— PROBLEM TO WORK ON —
Identify all lines of the data containing the string "lists" and copy them.
----
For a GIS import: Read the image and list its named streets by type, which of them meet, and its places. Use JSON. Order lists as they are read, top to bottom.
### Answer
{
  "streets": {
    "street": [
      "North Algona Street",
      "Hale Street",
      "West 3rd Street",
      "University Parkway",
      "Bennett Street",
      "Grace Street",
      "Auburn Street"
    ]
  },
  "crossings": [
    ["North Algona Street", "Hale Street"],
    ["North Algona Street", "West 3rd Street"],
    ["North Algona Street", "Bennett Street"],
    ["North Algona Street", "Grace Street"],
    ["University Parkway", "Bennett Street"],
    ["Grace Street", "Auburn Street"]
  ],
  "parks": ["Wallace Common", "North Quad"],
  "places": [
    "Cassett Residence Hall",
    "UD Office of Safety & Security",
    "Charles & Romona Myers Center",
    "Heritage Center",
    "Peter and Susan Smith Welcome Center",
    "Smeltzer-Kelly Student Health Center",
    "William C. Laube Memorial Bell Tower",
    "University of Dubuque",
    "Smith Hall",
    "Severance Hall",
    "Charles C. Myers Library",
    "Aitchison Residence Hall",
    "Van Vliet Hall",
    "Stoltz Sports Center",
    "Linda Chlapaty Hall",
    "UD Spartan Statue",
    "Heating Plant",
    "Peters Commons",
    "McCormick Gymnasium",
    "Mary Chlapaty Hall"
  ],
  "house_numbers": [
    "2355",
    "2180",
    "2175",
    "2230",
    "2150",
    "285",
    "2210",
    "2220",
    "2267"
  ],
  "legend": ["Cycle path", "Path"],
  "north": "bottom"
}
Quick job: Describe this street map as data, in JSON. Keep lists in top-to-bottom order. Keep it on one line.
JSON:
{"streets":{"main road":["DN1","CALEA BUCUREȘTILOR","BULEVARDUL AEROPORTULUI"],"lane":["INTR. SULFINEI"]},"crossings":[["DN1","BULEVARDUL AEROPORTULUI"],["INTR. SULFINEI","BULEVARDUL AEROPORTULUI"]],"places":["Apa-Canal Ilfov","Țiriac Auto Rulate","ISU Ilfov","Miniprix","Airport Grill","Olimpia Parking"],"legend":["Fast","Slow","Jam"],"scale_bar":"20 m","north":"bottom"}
----
— RESPONSE FOR THIS EXERCISE —
For a GIS import: Read the image and list its named streets by type, which of them meet, and its places. Use JSON. Order lists as they are read, top to bottom.
Quick job: Describe this street map as data, in JSON. Keep lists in top-to-bottom order. Keep it on one line.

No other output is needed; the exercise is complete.